Probabilistic Payment Model that allows for trustless, stateless payments that scale with number of tasks.

Trustless Verifiable Computing

The objective is trusted computing. We have a job provider j, and we have a worker w, with computation c(a, b). j wishes to incentivize w to perform c(a, b). w is assumed malicious. w could perform zero calculation and provide output ϕ. j has no way to verify the validity of ϕ. j rewards w.

Strategy One, j gives computation c(a, b) to w1, w2, w3, ... wn. In order mentioned they provide ϕ, ϕ, ϕ, 𝜚, j can assume ϕ is correct. j needs to reward w1,w2, w3, till wn. This is consensus based trustless computing. j rewarded for each successful result. This is expensive.

Strategy Two, trusted hardware. Trusted hardware ensures execution. Intel SGX is the most widely adopted. Requires pre-compilation of c(a, b) into the enclave. Ensures c(a, b) is trusted. Cloud providers do not currently have SGX mass adoption. This excludes a large of a user base.

Strategy Three, zk-SNARKs (Strategy Three b, zk-STARKs, not currently production ready). Trusted execution. Can be deployed to any system, no hardware limitation, one to one usage.

We will use libsnark and Zokrates to demonstrate how zk-SNARKs can solve trustless computing.

Given function c(a, b) we can define it in as

def main(a,b):

return a+b

Compiled via Zokrates, we receive output

Compiling add.code

Compiled program:

def main(a,b):

return (a + b)

Compiled code written to 'out',

Human readable code to 'out.code'.

Number of constraints: 1

Now we need to generate proof, given a witness of “a”: 1, ”b”: 1, ”out": 2 and inputs of 1, 1, 1, 2, we generate proofπand verification key ν

Given Proof π, and Inputs i we can use Verification Key υ, to validate Inputs i (public inputs a, b and outputs o) for computation c(a, b)

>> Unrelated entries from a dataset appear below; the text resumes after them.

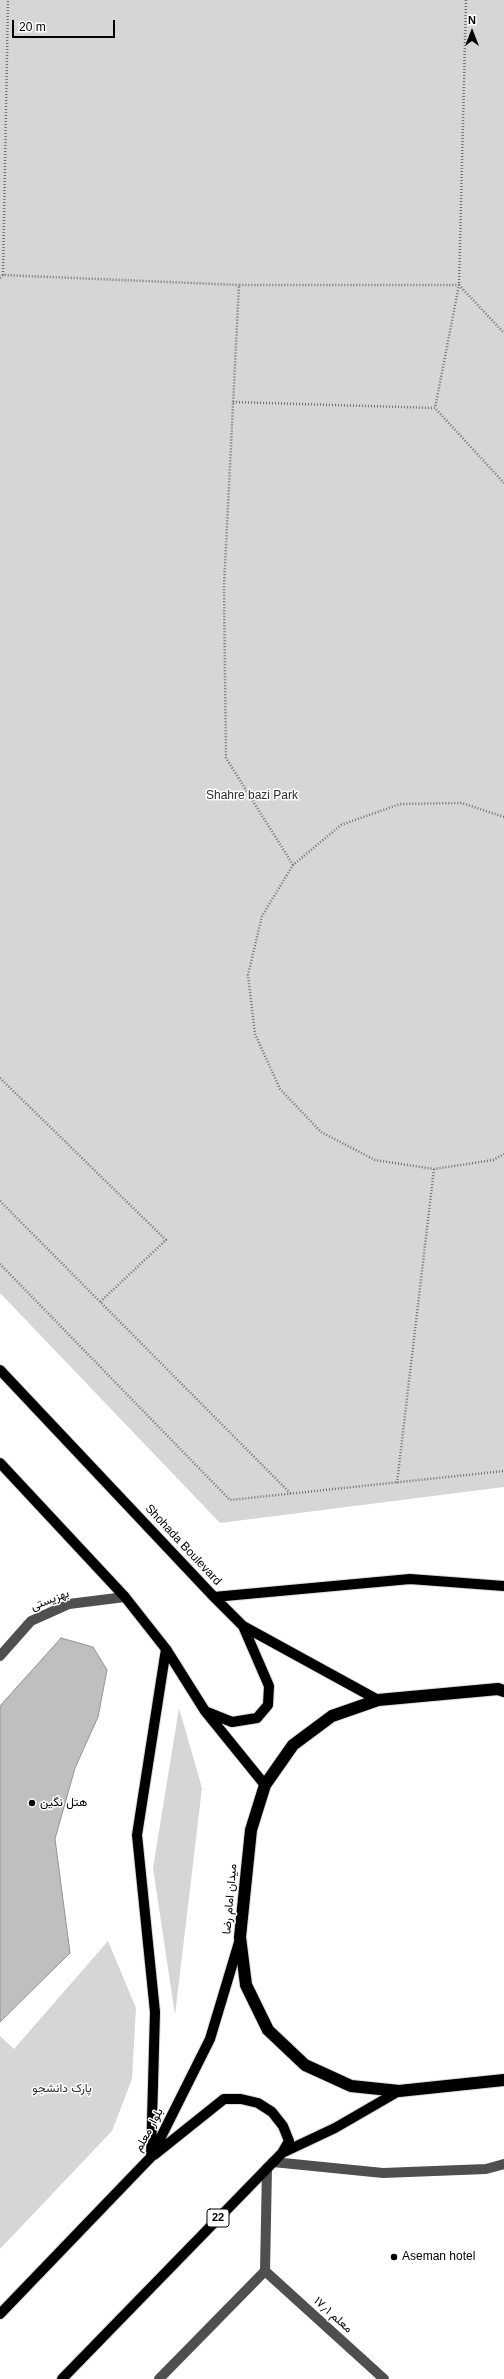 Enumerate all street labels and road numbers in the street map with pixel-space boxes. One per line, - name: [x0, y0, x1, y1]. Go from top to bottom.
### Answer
- street label: Shohada Boulevard: [142, 1502, 224, 1588]
- street label: بهزیستی: [29, 1586, 71, 1614]
- street label: میدان امام رضا: [220, 1863, 240, 1935]
- street label: بلوار معلم: [131, 2106, 167, 2154]
- road number: 22: [207, 2209, 229, 2227]
- street label: معلم ۱۷٫۱: [311, 2294, 355, 2336]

To understand the above, let us discuss interactive proofs in a practical example. b want to buy item x from a for 1 token ( 1tk ). a wants to make sure that b has 1tk, b show a their wallet address 0xb, a can confirm it contains 1tk. a is unsure that b is the owner of wallet 0xb, so they use the public key (or wallet address) 0xA to sign message m, that creates hash h. a gives b hash h. b uses their private key pk to decrypt hash h and read message m, b respond to a with message m (or instead as answer to a question phrased in message m).

a has proof that b owns 0xb. This was an interactive proof.

If instead b wanted to preempt a’s request for proof. b could create message m (With the time and a’s name) which outputs hash h. If b then gives a m, h and 0xb, a can confirm that h was created from m by the pk for 0xA. This was a non interactive (or zero knowledge) proof.

Consider this same concept for zk-SNARKs, we can confirm that Verification Key ν is generated by compiling c(a, b), and given inputs i and outputs o the worker w can create a Proving Key pk that can be used along with ν to confirm the output.

This allows us to achieve verifiable computing in a trustless space.

Trustless VM

We have established that variable computing is possible in a trustless space. Next, we look at the Virtual Machine.

A Virtual Machine (VM) is an encapsulated execution environment. Following our previous example of Worker w, Job Provider j, and computation c(a, b), w does not wish to execute arbitrary function c(a, b) provided by j since j might be malicious and attempt to damage w’s systems. So instead w executes c(a, b) in a virtual machine.

The VM does not execute c(a, b), c(a, b) is compiled to bytecode b and then b lives inside the VM. This then allows b:c(a, b) to be called.

The above separation is important for understanding the (Ethereum) Virtual Machine.

At the bottom layer we have the VM (EVM), as the second layer, living inside of the EVM we have the binary (compiled contracts and Application Binary Interface (ABI)), and at the top layer we have solidity contracts.

For those familiar with Java, this is the same as the JVM (Java VM), ByteCode (class files) and Java source code. We would have HelloWorld.java, compile it via the Java Compiler (javac) to HelloWorld.class, and then we can execute via the JVM.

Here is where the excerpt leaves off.